_PROBLEM_
The lines to reproduce run from the first one below to the line containing "filter:drop-shadow(0 0 2px", both included. Reproduce them exactly and nothing else.

===== RECORD SET

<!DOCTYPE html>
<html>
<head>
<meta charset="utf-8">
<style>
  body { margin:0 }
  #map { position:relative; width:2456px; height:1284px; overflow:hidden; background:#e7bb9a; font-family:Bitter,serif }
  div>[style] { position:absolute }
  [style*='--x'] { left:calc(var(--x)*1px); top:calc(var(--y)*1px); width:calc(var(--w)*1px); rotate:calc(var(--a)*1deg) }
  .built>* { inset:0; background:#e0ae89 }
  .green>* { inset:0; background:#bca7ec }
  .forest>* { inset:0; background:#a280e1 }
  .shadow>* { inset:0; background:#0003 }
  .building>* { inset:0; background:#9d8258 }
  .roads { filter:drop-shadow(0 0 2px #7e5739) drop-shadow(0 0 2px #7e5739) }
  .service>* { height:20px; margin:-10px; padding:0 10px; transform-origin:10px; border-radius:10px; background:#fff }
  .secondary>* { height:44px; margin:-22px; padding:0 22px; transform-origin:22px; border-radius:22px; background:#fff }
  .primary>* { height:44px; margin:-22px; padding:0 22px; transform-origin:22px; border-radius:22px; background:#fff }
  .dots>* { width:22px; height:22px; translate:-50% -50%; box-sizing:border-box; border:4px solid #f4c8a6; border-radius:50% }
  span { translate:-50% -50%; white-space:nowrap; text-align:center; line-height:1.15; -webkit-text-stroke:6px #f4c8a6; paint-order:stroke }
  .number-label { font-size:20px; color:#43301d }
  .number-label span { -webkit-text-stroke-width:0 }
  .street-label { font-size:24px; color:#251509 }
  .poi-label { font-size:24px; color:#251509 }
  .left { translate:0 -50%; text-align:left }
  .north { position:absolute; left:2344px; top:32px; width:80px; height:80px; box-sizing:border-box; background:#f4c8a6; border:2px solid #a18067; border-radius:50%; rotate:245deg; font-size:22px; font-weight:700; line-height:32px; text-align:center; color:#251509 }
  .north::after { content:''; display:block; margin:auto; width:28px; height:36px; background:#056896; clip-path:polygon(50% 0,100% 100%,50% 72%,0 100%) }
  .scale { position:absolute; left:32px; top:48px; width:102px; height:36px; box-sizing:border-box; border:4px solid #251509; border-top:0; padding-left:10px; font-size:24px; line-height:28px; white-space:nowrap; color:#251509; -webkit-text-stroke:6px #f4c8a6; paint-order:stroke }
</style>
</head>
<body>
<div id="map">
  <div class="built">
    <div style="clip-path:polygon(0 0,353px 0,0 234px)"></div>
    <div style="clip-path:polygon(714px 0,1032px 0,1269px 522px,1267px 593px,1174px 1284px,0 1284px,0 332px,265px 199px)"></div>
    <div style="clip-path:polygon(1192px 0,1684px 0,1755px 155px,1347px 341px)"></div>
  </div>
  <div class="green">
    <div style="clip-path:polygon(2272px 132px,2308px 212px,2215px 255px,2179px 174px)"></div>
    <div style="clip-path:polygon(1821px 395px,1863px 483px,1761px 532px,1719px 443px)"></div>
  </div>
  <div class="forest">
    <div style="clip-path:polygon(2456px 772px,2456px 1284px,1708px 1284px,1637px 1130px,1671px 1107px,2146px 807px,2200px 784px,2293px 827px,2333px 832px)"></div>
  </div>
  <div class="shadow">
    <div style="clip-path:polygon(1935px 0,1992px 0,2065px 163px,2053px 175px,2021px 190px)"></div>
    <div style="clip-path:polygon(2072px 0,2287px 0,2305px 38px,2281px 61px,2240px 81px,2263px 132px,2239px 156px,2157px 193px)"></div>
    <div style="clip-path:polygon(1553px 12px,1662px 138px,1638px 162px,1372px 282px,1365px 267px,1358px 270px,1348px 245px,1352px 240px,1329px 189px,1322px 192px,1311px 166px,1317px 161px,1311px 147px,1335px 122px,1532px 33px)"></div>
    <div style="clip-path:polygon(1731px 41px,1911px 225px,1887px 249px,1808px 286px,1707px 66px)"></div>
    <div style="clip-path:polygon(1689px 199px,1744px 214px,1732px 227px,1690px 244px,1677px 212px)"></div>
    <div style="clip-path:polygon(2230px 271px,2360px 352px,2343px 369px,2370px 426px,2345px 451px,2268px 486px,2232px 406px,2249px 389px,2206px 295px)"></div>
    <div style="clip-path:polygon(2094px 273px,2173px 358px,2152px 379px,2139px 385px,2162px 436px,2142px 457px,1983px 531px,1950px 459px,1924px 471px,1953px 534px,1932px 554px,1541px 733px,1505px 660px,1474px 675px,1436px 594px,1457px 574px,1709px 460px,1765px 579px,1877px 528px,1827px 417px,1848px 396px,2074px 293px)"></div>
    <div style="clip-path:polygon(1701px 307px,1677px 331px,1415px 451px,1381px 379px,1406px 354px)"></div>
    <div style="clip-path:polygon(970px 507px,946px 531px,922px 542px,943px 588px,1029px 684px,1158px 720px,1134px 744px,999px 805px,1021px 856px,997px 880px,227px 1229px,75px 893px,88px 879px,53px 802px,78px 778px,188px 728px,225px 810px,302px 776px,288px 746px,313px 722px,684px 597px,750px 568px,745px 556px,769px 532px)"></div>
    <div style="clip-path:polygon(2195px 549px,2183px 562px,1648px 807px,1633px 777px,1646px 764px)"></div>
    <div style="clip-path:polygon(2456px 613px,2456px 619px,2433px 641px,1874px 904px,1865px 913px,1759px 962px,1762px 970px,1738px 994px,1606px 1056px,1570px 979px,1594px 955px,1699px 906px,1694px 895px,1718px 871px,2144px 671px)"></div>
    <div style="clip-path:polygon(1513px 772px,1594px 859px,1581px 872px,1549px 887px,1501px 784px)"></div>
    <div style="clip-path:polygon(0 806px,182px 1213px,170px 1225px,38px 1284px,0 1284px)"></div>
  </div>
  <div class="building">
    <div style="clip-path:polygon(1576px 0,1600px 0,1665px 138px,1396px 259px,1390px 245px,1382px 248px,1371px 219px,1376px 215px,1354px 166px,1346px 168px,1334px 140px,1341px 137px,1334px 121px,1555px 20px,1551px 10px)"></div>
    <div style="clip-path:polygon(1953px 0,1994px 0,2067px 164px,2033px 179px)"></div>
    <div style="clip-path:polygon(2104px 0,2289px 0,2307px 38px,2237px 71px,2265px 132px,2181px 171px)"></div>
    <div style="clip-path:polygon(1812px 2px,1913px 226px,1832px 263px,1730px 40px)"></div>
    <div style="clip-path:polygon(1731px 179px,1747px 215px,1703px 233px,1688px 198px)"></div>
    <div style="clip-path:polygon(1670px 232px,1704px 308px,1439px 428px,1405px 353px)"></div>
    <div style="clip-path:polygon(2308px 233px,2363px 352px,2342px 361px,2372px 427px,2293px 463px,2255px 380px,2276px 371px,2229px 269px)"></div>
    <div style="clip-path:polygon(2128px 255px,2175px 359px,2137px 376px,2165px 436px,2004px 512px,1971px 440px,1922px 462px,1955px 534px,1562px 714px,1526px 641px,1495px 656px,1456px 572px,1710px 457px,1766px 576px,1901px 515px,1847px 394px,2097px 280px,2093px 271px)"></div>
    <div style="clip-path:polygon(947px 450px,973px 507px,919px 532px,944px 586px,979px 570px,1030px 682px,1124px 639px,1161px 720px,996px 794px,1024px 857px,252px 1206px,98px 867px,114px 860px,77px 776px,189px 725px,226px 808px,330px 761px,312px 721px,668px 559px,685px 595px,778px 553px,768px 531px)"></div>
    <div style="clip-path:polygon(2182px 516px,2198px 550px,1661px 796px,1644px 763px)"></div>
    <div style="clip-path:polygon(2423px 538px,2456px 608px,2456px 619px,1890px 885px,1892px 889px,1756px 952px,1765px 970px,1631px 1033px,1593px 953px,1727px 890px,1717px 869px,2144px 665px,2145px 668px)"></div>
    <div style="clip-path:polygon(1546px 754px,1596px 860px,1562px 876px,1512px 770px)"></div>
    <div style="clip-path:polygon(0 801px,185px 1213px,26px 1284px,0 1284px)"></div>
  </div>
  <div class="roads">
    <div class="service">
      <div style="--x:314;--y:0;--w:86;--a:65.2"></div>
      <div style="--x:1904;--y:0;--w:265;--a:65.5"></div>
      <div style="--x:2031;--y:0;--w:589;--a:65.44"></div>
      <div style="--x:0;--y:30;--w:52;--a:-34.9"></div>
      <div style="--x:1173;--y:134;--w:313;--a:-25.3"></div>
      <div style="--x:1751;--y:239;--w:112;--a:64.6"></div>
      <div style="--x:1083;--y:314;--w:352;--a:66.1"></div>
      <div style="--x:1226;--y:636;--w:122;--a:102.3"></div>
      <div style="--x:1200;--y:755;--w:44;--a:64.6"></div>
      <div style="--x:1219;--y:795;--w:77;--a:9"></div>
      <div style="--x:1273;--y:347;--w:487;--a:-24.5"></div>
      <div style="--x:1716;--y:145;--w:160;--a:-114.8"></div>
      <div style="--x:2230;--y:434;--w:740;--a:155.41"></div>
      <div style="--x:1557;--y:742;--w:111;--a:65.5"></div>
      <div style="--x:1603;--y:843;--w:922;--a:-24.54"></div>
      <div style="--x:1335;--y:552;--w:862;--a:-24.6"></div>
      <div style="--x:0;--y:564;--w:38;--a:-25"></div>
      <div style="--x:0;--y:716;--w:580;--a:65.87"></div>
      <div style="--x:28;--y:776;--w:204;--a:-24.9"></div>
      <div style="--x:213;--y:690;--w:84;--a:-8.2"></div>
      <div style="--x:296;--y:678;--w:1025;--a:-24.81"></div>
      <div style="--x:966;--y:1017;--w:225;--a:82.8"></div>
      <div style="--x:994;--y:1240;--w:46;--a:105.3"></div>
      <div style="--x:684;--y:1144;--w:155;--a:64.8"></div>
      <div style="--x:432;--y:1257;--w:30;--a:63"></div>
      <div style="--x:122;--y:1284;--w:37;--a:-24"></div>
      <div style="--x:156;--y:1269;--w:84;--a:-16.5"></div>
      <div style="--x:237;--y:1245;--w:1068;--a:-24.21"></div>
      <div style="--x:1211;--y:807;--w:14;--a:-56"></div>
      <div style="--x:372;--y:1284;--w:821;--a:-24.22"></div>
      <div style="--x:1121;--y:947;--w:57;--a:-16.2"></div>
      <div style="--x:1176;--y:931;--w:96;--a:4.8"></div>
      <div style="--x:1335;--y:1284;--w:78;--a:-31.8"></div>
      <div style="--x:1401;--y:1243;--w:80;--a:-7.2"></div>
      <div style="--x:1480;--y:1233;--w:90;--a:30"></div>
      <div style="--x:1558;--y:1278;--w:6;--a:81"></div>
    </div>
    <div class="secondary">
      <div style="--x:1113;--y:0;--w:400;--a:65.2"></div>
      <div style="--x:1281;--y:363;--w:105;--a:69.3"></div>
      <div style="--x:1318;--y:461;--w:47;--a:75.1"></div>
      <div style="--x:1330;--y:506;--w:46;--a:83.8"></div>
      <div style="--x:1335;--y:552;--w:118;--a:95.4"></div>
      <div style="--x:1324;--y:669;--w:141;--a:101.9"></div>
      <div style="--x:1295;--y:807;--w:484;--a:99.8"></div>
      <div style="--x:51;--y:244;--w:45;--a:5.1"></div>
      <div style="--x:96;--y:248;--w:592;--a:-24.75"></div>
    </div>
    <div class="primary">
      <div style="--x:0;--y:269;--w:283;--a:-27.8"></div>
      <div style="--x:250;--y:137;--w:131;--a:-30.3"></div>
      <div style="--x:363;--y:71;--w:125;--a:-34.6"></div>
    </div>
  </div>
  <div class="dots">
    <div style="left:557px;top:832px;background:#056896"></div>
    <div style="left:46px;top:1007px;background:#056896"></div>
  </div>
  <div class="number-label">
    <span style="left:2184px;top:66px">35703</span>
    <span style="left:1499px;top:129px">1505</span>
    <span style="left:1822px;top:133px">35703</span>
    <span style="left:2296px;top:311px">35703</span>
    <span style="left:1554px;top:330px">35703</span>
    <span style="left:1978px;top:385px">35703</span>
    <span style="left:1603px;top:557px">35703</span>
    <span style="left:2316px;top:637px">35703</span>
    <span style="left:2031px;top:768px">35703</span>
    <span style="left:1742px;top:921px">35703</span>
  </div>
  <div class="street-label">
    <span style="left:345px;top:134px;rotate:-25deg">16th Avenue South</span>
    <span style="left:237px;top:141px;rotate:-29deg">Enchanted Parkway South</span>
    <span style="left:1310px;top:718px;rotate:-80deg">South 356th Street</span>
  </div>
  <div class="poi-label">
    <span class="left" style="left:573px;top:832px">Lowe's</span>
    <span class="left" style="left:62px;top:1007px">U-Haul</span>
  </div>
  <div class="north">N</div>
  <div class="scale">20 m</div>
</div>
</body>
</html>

==========

_EXERCISE OUTPUT_
<!DOCTYPE html>
<html>
<head>
<meta charset="utf-8">
<style>
  body { margin:0 }
  #map { position:relative; width:2456px; height:1284px; overflow:hidden; background:#e7bb9a; font-family:Bitter,serif }
  div>[style] { position:absolute }
  [style*='--x'] { left:calc(var(--x)*1px); top:calc(var(--y)*1px); width:calc(var(--w)*1px); rotate:calc(var(--a)*1deg) }
  .built>* { inset:0; background:#e0ae89 }
  .green>* { inset:0; background:#bca7ec }
  .forest>* { inset:0; background:#a280e1 }
  .shadow>* { inset:0; background:#0003 }
  .building>* { inset:0; background:#9d8258 }
  .roads { filter:drop-shadow(0 0 2px #7e5739) drop-shadow(0 0 2px #7e5739) }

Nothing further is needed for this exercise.